A common note sounds through all these retrospective celebrations which is rather embarrassing for cinema. Paul Schrader got it right a few years ago. “Looking back at my movies is a lose-lose situation,” he said. “If they seem bad, you think ‘my God, I had no talent’; if they seem good, you think ‘my God, where has my talent gone?'”

What Coppola, Powell, Roeg and Russell have in common is that their talents went long before their time was up. In a flash of accelerated ageing, they became old pygmies remembering themselves as virile titans. Now, when Coppola makes a film like Jack, it is as anodyne as Apocalypse Now was grand. Powell’s Age of Consent was as execrable as his wartime collaborations with Emeric Pressburger had been glorious. Roeg’s decline started with the aptly titled Insignificance, which came after a string of masterpieces such as Don’t Look Now and Bad Timing. Ken Russell’s late work must surely have been directed by a talentless acolyte of the man who once made Women in Love.
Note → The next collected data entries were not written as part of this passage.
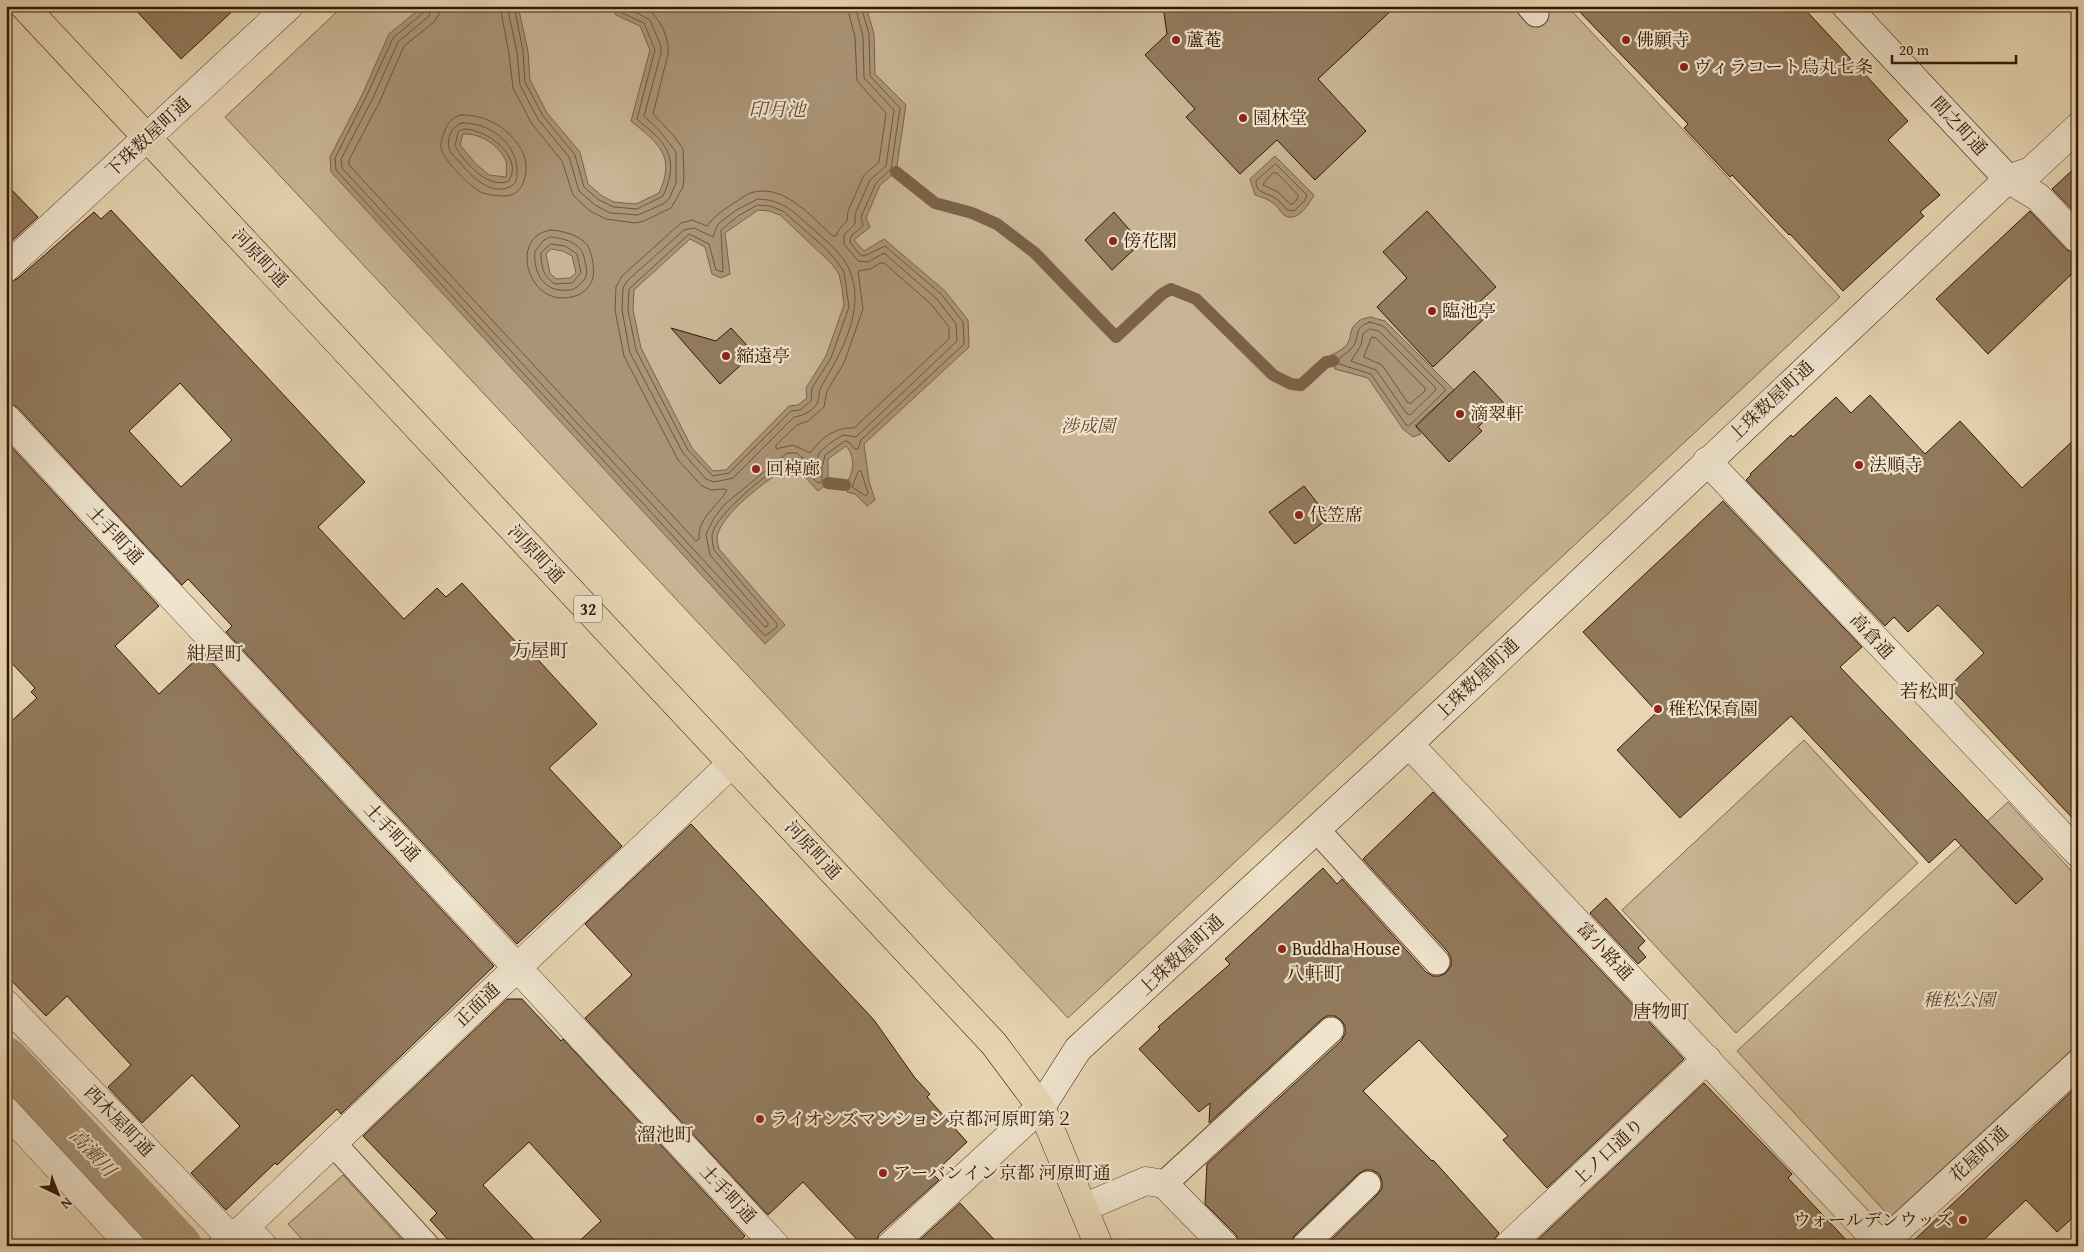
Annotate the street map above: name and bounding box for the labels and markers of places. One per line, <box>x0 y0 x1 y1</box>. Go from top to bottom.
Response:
place label: 蘆菴 <box>1186 26 1222 53</box>
place label: 佛願寺 <box>1636 26 1690 53</box>
marker: 蘆菴 <box>1170 34 1182 46</box>
marker: 佛願寺 <box>1620 34 1632 46</box>
place label: ヴィラコート烏丸七条 <box>1694 53 1873 80</box>
marker: ヴィラコート烏丸七条 <box>1678 61 1690 73</box>
place label: 園林堂 <box>1253 104 1307 131</box>
marker: 園林堂 <box>1237 112 1249 124</box>
place label: 傍花閣 <box>1123 227 1177 254</box>
marker: 傍花閣 <box>1107 235 1119 247</box>
place label: 臨池亭 <box>1442 297 1496 324</box>
marker: 臨池亭 <box>1426 305 1438 317</box>
place label: 縮遠亭 <box>736 342 790 369</box>
marker: 縮遠亭 <box>720 350 732 362</box>
place label: 滴翠軒 <box>1470 400 1524 427</box>
marker: 滴翠軒 <box>1454 408 1466 420</box>
place label: 法順寺 <box>1869 451 1923 478</box>
place label: 回棹廊 <box>766 455 820 482</box>
marker: 法順寺 <box>1853 459 1865 471</box>
marker: 回棹廊 <box>750 463 762 475</box>
place label: 代笠席 <box>1309 501 1363 528</box>
marker: 代笠席 <box>1293 509 1305 521</box>
place label: 稚松保育園 <box>1668 695 1758 722</box>
marker: 稚松保育園 <box>1652 703 1664 715</box>
place label: Buddha House <box>1292 935 1400 962</box>
marker: Buddha House <box>1276 943 1288 955</box>
place label: ライオンズマンション京都河原町第２ <box>770 1105 1073 1132</box>
marker: ライオンズマンション京都河原町第２ <box>754 1113 766 1125</box>
place label: アーバンイン京都 河原町通 <box>893 1159 1111 1186</box>
marker: アーバンイン京都 河原町通 <box>877 1167 889 1179</box>
place label: ウォールデンウッズ <box>1793 1206 1953 1233</box>
marker: ウォールデンウッズ <box>1957 1214 1969 1226</box>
In all these directors there is a drastic falling-off. It is replicated throughout the history of cinema. You can see it in the careers of-to take a random sample-Hitchcock, Antonioni, Welles, Fritz Lang, Wenders, Cukor, Minnelli, Peckinpah and Polanski. It is impossible to think of an important director in world cinema whose late work is his or her best. Eric Rohmer and Bergman come close, but Luis Bu?uel and Sergio Leone are the only true exceptions. Why don’t film-makers conform to the principles of creative evolution?

Artists should mature, develop and intensify their own personal style. It happens with writers and painters. Poussin’s late mythological landscapes are a striking advance; late Caravaggio dares to be more austere; the elderly Monet created his water lily screens. James Joyce’s experimental energy went into top gear at the end. Dostoyevsky’s three greatest novels came in his last 15 years. Of course there are exceptions, like Picasso, but in the arts the ideal is that late work comes as a culmination born of greater knowledge and…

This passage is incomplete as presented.